▶ Your instructions:
What lines in the records below include the word "song"? Return each one.
——
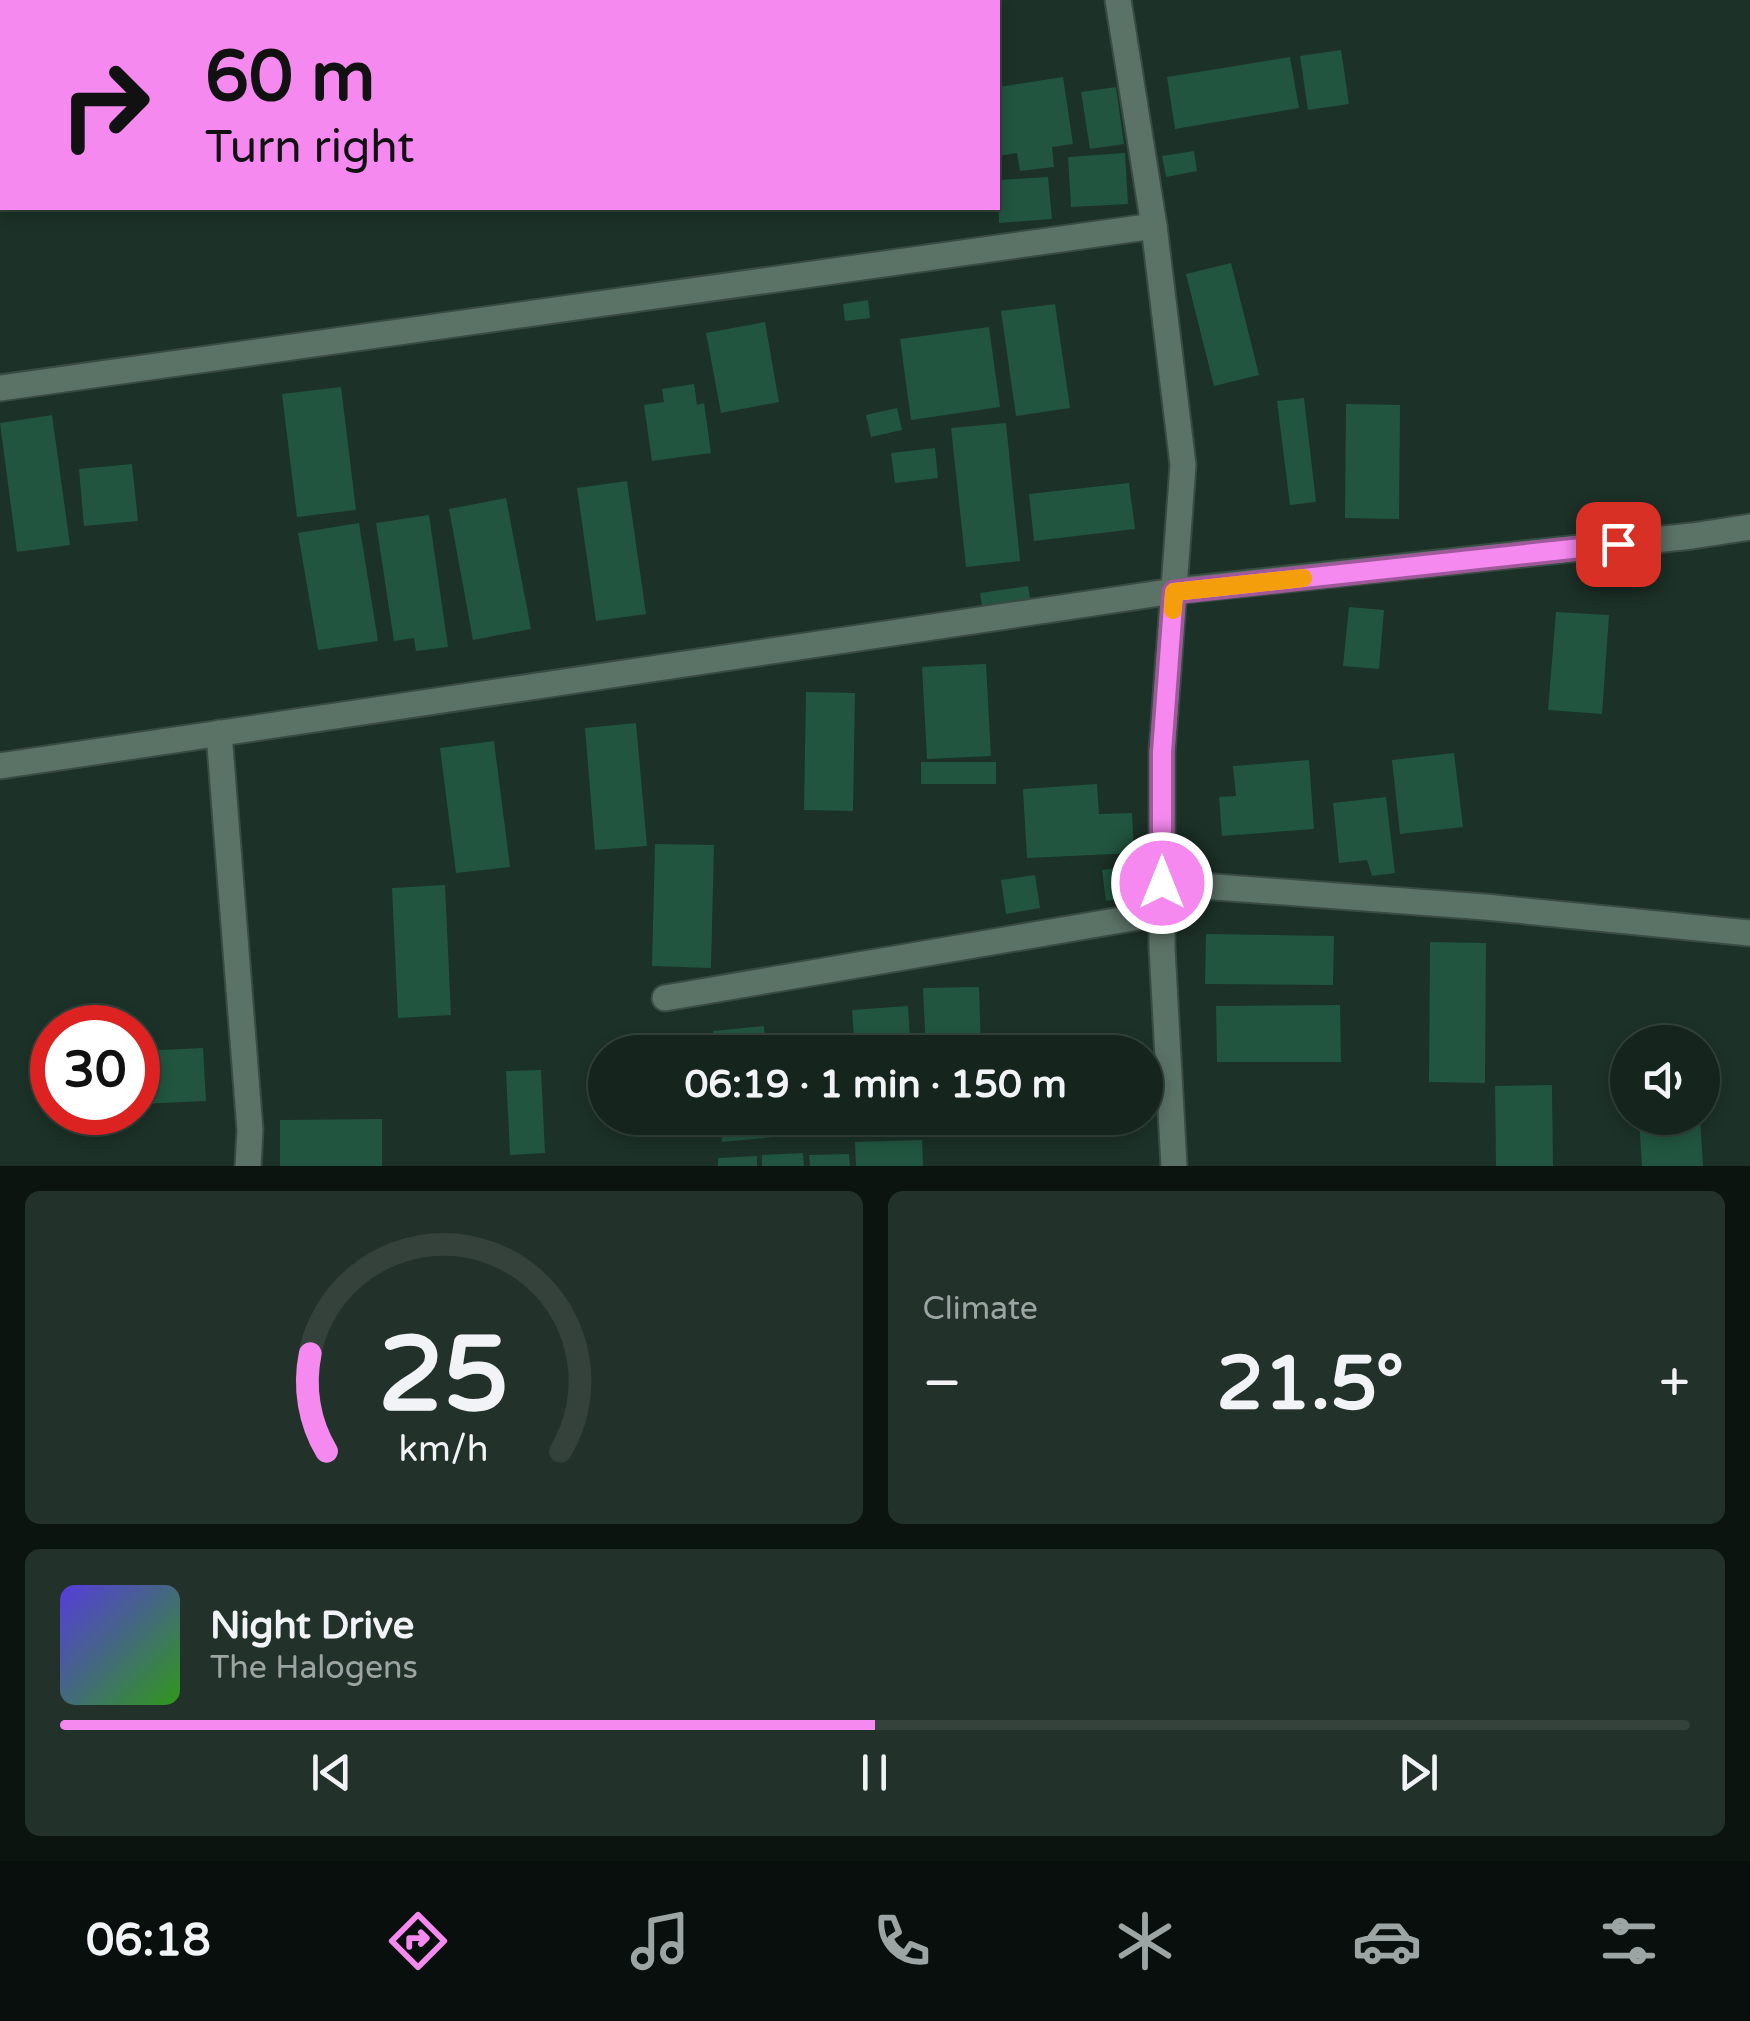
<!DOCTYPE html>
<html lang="en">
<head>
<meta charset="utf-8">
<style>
	body { margin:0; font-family:"Varela Round",sans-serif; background:#22312a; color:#f1f3f6; height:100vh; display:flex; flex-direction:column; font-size:38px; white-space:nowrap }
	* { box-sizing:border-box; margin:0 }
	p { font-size:32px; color:#9da5a4 }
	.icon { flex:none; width:55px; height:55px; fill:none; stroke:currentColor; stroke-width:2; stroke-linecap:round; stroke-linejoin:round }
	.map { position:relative; height:1166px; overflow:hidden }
	.sheet { display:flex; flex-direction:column; gap:25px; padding:25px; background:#0c1410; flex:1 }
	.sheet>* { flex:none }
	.banner { position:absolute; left:0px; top:0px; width:1000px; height:210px; box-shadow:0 5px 15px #0003,0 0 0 2px #34423b; background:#f589ef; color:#111; overflow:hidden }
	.buttons { position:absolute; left:1610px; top:1025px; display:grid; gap:20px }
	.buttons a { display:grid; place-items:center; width:110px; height:110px; border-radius:50%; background:#15251d; box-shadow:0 5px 15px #0003,0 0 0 2px #34423b; font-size:50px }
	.speed { position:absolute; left:30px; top:1005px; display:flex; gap:20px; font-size:50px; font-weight:700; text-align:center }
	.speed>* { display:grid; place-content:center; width:130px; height:130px; border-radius:50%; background:#15251d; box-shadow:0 5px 15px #0003,0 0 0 2px #34423b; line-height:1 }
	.speed .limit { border:15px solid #d22; background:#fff; color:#111 }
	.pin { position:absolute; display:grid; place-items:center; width:85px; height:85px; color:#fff; margin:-42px; border-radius:20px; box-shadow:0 5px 15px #0006 }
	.me { position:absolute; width:110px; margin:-55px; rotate:0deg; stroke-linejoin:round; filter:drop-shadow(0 0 8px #0008) }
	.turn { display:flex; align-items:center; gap:35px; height:210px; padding:0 40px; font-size:45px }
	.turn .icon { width:130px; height:130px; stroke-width:2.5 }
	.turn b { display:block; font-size:70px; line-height:85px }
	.big { font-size:75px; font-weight:800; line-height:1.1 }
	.sheet .tile { flex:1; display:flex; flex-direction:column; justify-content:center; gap:15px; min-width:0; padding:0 35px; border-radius:15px; background:#22312a }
	.sheet .dial { align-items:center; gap:0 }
	.dial svg { height:260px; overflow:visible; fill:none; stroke:#34423b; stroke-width:7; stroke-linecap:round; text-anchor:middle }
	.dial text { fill:#f1f3f6; stroke:none }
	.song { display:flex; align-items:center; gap:30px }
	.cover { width:120px; height:120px; border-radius:15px; background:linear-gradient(135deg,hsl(250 70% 55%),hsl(110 70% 35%)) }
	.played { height:10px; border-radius:5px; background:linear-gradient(90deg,#f589ef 50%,#34423b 50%) }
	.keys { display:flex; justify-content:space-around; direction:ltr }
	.heat { display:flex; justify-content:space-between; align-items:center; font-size:55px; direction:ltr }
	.sheet .tiles { flex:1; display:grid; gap:25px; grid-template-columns:1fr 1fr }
	.tile:last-child { grid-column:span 2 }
	.trip { position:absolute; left:588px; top:1035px; width:575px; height:100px; border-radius:50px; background:#15251d; box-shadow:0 5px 15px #0003,0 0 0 2px #34423b; font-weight:800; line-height:100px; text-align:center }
	.dock { display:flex; height:160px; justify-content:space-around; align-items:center; background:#080f0c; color:#9da5a4 }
	.dock .icon { width:70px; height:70px }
	.dock .on { color:#f589ef }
	.dock b { font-size:45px; color:#f1f3f6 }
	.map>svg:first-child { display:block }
</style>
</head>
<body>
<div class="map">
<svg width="1750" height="1166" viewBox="0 0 1750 1166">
	<rect width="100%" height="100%" fill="#1c3127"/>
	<g fill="#21553f">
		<polygon points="1341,50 1349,104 1308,110 1300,56"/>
		<polygon points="1290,57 1299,108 1175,129 1167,77"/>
		<polygon points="1063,77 1073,144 1052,147 1054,167 1020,171 1017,153 998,156 998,87"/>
		<polygon points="1116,87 1124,144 1090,149 1081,92"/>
		<polygon points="1194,151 1197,171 1166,177 1162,156"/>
		<polygon points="1125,153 1128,204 1071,207 1068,157"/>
		<polygon points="1048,177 1052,219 999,223 998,180"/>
		<polygon points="1231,263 1259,375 1214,386 1186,274"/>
		<polygon points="868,300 870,318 845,321 843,304"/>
		<polygon points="1055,304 1070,408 1016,416 1001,311"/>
		<polygon points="765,322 779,402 721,413 706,333"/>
		<polygon points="989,327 1000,407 911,420 900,339"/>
		<polygon points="694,384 697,405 704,403 711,453 652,461 644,405 664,402 662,389"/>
		<polygon points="341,387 356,510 297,517 282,394"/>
		<polygon points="1304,398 1316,502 1290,505 1277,401"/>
		<polygon points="1346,404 1400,405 1399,519 1345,518"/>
		<polygon points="897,408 902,430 871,437 866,415"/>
		<polygon points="52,415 70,545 17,552 0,423"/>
		<polygon points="1006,423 1020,561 966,567 951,428"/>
		<polygon points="935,448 938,478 895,483 891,453"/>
		<polygon points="132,464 138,521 84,526 79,469"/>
		<polygon points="627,481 646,614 596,621 577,488"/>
		<polygon points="1129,483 1135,529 1034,541 1029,494"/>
		<polygon points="506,498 531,629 473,640 449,509"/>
		<polygon points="429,515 448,647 416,651 414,638 394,641 376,523"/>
		<polygon points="359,523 378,641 318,650 298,533"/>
		<polygon points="1028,586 1031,604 983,612 980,593"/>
		<polygon points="1349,607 1384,610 1379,669 1343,666"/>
		<polygon points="1556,612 1609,615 1602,714 1548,710"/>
		<polygon points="986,664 991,756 927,759 922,667"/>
		<polygon points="806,692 855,693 853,811 804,810"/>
		<polygon points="636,723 647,846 595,850 585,728"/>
		<polygon points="494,741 510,867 456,873 440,748"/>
		<polygon points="1454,753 1463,827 1400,834 1392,760"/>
		<polygon points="1309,760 1314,829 1222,836 1219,797 1236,796 1233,766"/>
		<rect x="921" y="762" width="75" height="22"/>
		<polygon points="1097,784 1099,814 1132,813 1134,853 1027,858 1023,789"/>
		<polygon points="1386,797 1395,873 1372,876 1367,860 1339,863 1333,803"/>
		<polygon points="655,844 714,845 711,968 652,966"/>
		<polygon points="1134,866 1139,896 1106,901 1102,870"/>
		<polygon points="1035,875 1040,908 1006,914 1001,880"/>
		<polygon points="445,885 451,1015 398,1018 392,888"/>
		<polygon points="1206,934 1334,936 1333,985 1205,984"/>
		<polygon points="1430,942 1486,943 1485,1083 1429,1082"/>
		<polygon points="979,987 981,1052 926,1052 923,988"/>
		<polygon points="1340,1005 1341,1062 1217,1062 1216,1006"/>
		<polygon points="908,1006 911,1052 855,1052 852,1010"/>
		<polygon points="764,1026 766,1052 715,1052 713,1031"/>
		<polygon points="203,1048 206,1101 138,1104 138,1051"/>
		<polygon points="541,1070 545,1153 510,1155 506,1071"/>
		<polygon points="1552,1085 1553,1166 1496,1166 1495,1086"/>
		<polygon points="720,1118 771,1118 773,1137 722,1142"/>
		<polygon points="1639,1118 1700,1118 1703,1166 1642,1166"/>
		<polygon points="382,1119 382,1166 280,1166 280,1120"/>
		<polygon points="922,1140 923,1166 856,1166 855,1142"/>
		<polygon points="803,1153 804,1166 762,1166 762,1155"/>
		<polygon points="849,1154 850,1166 810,1166 809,1155"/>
		<polygon points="757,1156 757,1166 718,1166 718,1158"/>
	</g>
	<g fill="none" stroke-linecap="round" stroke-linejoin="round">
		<g stroke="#394b43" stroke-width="29">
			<g id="minor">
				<polyline points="1118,0 1154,226 1183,465 1162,752 1162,948 1174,1166"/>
				<polyline points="0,388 1154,226"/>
				<polyline points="219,733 250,1130 248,1166"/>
				<polyline points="0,766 1174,591 1692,536 1750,527"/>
				<polyline points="1162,883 1485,907 1750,933"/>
				<polyline points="665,998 1162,913"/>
			</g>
		</g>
		<use href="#minor" stroke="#5b7266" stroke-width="25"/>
	</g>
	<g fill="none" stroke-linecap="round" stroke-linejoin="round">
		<g stroke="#9f599b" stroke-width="25">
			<polyline id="route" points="1162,883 1162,752 1174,592 1618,544"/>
		</g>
		<use href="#route" stroke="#f589ef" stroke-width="18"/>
		<polyline stroke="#f59e0b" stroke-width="18" points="1173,610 1174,592 1303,578"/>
	</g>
</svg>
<div class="buttons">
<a><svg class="icon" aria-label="sound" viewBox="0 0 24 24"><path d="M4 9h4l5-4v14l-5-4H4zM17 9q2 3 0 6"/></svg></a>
</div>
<div class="speed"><div class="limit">30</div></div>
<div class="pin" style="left:1618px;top:544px;background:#d93025"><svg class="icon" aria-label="arrive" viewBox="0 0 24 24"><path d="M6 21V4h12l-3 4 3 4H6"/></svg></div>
<svg class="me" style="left:1162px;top:883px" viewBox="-20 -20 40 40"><circle r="17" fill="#f589ef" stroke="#fff" stroke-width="3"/><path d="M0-11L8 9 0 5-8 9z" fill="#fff"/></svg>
<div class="trip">06:19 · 1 min · 150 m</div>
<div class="banner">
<div class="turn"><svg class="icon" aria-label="right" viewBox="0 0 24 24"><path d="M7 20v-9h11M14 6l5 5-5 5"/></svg><div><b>60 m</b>Turn right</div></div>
</div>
</div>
<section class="sheet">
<div class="tiles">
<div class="tile dial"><svg viewBox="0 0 100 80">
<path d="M14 69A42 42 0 1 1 86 69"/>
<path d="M14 69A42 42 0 0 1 9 39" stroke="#f589ef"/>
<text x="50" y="56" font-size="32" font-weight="700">25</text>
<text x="50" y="72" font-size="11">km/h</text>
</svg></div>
<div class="tile"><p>Climate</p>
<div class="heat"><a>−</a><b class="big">21.5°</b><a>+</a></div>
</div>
<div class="tile">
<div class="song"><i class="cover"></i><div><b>Night Drive</b><p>The Halogens</p></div></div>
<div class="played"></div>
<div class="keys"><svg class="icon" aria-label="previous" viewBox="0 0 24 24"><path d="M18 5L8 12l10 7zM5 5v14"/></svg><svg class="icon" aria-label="pause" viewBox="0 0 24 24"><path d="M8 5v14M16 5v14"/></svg><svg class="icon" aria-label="next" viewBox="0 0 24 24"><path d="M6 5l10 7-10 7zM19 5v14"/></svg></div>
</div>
</div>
</section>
<nav class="dock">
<b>06:18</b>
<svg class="icon on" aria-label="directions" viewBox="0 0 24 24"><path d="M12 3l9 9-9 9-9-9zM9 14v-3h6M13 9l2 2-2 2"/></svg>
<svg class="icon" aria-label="music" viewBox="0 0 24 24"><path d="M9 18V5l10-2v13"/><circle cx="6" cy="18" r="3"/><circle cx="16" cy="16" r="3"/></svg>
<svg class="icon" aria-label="phone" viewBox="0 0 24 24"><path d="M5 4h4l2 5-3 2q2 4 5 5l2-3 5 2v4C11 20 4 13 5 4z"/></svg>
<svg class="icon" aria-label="climate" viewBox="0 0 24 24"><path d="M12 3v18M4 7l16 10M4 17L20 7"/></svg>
<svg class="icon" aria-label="car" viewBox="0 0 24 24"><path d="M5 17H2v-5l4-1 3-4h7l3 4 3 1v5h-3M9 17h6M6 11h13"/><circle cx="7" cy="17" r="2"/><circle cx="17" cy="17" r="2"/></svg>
<svg class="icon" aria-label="filters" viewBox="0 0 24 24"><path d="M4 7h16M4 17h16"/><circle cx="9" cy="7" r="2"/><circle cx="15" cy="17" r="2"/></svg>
</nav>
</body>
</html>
——
▶ Solution:
	.song { display:flex; align-items:center; gap:30px }
<div class="song"><i class="cover"></i><div><b>Night Drive</b><p>The Halogens</p></div></div>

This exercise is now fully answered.